En algunas casas, y no necesariamente en estas fechas señaladas, también se hacían tachones o caramelos de cuadritos, a base de azúcar tostada, que hacían las delicias de los más pequeños. Cuando no había máquinas expendedoras ni se conocían las palomitas de maíz, en muchos hogares portuenses ya se freía millo y se consumían cotufas.

Otra costumbre, derivada de la emigración: los familiares acudían, casi en tropel, al puerto de Santa Cruz de Tenerife o al aeropuerto de Los Rodeos -cuando se puso en marcha el del sur, la distancia terrestre condicionó el hecho- a despedir o a recibir familiares que venían de Venezuela o de otras latitudes. Eran unas escenas curiosas, que se repetían cíclicamente. Abrazos de alegría y lágrimas se entrecruzaban mientras se desarrollaban las tareas de carga y descarga o de facturación.

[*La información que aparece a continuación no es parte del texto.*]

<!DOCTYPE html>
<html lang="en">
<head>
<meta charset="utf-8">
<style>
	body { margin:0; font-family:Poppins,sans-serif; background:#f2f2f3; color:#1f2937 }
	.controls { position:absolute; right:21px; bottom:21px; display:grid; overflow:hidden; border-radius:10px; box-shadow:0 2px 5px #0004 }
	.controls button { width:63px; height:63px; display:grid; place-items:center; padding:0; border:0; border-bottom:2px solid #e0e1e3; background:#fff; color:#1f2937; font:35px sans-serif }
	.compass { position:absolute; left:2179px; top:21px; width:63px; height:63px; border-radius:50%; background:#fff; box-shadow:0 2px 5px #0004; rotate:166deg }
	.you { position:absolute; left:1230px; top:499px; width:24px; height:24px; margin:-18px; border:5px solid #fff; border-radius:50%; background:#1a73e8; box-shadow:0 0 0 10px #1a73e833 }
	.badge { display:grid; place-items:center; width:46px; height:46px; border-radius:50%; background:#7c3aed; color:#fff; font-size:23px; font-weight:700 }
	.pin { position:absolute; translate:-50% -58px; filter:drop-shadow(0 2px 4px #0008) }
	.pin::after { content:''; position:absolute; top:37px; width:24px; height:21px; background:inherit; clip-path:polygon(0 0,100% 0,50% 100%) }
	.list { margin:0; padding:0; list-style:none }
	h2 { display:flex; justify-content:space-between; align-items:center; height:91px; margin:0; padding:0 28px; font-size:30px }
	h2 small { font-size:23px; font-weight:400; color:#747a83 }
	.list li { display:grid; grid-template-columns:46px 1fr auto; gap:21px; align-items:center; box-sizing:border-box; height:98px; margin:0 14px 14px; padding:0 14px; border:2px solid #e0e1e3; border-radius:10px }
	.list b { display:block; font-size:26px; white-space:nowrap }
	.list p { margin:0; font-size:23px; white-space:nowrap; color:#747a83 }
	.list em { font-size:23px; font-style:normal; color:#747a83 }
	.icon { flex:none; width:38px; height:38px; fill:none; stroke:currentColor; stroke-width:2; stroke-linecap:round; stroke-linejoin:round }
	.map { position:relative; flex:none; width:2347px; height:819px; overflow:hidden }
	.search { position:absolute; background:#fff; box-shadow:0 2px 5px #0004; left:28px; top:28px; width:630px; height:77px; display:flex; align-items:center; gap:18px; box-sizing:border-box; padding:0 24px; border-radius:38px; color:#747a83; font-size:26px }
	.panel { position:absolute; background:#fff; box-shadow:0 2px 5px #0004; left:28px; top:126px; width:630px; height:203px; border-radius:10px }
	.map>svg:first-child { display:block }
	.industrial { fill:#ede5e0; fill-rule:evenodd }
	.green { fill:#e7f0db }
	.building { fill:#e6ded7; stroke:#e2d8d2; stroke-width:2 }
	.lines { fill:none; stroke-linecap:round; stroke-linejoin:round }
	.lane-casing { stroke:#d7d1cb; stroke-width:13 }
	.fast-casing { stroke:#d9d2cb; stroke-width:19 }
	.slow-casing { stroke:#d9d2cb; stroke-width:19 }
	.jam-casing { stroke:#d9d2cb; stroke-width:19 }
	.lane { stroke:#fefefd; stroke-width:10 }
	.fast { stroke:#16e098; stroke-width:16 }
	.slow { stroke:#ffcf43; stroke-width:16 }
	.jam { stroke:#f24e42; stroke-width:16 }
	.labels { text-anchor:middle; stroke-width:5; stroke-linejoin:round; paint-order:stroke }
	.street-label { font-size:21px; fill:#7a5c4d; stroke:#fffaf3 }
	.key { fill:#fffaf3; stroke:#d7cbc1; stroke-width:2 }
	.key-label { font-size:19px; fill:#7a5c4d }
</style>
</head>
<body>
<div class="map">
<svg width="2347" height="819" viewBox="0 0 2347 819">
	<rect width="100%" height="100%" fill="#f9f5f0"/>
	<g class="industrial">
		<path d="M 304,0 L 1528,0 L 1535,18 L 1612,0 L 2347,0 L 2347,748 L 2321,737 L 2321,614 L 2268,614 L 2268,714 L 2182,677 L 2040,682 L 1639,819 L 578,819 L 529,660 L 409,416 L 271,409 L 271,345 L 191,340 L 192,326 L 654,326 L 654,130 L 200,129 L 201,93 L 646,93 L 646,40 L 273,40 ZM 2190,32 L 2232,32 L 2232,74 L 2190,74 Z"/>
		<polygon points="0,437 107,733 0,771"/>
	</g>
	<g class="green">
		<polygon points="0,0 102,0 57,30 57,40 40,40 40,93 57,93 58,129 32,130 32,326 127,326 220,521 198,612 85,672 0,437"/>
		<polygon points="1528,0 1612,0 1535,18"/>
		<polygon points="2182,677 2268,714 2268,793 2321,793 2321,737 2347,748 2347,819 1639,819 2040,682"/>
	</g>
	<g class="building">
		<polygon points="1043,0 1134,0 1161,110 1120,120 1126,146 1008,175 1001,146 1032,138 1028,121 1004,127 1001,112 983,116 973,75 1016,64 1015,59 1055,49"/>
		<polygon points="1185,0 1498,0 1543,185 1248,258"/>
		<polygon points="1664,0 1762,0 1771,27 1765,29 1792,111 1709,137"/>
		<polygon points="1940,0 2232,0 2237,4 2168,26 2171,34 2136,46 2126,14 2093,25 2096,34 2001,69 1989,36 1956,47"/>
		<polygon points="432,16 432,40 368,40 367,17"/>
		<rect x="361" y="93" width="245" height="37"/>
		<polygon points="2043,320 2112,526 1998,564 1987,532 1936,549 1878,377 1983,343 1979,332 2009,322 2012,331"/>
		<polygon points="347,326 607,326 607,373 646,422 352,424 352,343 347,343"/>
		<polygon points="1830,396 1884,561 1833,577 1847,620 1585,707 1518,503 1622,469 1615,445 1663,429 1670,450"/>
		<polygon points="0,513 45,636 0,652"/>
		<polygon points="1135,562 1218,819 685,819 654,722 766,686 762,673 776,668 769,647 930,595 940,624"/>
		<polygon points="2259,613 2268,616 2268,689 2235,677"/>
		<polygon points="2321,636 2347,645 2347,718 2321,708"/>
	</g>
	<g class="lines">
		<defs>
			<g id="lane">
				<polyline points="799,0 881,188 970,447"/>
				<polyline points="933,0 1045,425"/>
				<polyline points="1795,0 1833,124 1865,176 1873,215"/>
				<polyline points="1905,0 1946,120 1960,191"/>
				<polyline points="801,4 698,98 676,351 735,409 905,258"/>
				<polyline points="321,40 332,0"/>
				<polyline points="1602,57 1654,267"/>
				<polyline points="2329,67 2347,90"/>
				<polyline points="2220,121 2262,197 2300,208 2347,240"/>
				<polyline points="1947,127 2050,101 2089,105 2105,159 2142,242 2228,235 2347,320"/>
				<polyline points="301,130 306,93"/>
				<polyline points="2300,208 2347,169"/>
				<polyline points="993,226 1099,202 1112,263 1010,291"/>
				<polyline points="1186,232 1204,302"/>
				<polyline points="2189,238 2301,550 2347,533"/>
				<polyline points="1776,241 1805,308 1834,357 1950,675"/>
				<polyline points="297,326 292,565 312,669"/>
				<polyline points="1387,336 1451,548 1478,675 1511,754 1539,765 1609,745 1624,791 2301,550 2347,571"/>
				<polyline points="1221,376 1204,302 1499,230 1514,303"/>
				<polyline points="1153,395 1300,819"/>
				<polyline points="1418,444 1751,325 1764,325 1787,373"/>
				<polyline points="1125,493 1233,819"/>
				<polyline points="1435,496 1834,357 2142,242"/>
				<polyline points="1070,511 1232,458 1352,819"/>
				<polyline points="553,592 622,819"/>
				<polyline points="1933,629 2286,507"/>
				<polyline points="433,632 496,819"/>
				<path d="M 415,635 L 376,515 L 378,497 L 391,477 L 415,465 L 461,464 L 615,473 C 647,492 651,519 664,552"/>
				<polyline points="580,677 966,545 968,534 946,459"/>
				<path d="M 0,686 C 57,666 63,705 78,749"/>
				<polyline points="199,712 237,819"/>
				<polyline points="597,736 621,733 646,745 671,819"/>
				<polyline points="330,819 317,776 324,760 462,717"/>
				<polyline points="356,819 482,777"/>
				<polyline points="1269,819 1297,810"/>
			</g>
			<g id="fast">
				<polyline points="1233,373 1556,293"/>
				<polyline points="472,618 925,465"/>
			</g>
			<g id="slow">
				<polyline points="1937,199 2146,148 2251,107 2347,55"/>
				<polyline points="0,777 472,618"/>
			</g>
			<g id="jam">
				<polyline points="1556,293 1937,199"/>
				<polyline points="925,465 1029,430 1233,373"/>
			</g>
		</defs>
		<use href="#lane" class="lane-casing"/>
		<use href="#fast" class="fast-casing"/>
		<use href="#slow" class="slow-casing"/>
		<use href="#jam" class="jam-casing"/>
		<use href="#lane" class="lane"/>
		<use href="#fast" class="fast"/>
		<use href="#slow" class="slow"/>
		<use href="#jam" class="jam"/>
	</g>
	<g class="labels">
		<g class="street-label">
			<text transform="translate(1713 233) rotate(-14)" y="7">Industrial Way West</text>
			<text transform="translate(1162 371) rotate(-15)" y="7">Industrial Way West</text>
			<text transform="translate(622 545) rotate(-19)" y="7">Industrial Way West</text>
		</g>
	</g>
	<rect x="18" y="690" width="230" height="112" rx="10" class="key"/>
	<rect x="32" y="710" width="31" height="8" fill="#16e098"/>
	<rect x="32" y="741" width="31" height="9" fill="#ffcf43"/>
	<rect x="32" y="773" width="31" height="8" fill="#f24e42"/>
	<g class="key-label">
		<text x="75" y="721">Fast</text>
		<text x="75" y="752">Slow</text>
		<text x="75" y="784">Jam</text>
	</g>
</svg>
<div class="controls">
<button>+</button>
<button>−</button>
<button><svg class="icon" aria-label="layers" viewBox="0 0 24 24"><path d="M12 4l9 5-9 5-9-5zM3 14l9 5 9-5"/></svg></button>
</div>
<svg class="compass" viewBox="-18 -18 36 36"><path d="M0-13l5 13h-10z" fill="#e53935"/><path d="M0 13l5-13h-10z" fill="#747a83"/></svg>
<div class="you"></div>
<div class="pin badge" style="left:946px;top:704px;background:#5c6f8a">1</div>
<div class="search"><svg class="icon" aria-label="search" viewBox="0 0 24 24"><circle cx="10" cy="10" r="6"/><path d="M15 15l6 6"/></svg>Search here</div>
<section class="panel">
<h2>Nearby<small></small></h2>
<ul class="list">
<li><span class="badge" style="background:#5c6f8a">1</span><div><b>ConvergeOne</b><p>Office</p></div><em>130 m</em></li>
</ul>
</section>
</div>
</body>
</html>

Y como las que hemos ido describiendo, seguro que otros muichos hábitos, algunos convertidos en tradición. Cosas de ayer, cosas de aquí, cosas nuestras que contribuyeron a configurar un modo de ser, una personalidad. La idiosincrasia, al fin. Cosas que, como el poeta, a veces te atan sin razón, tu corazón, y algunos no comprenderán.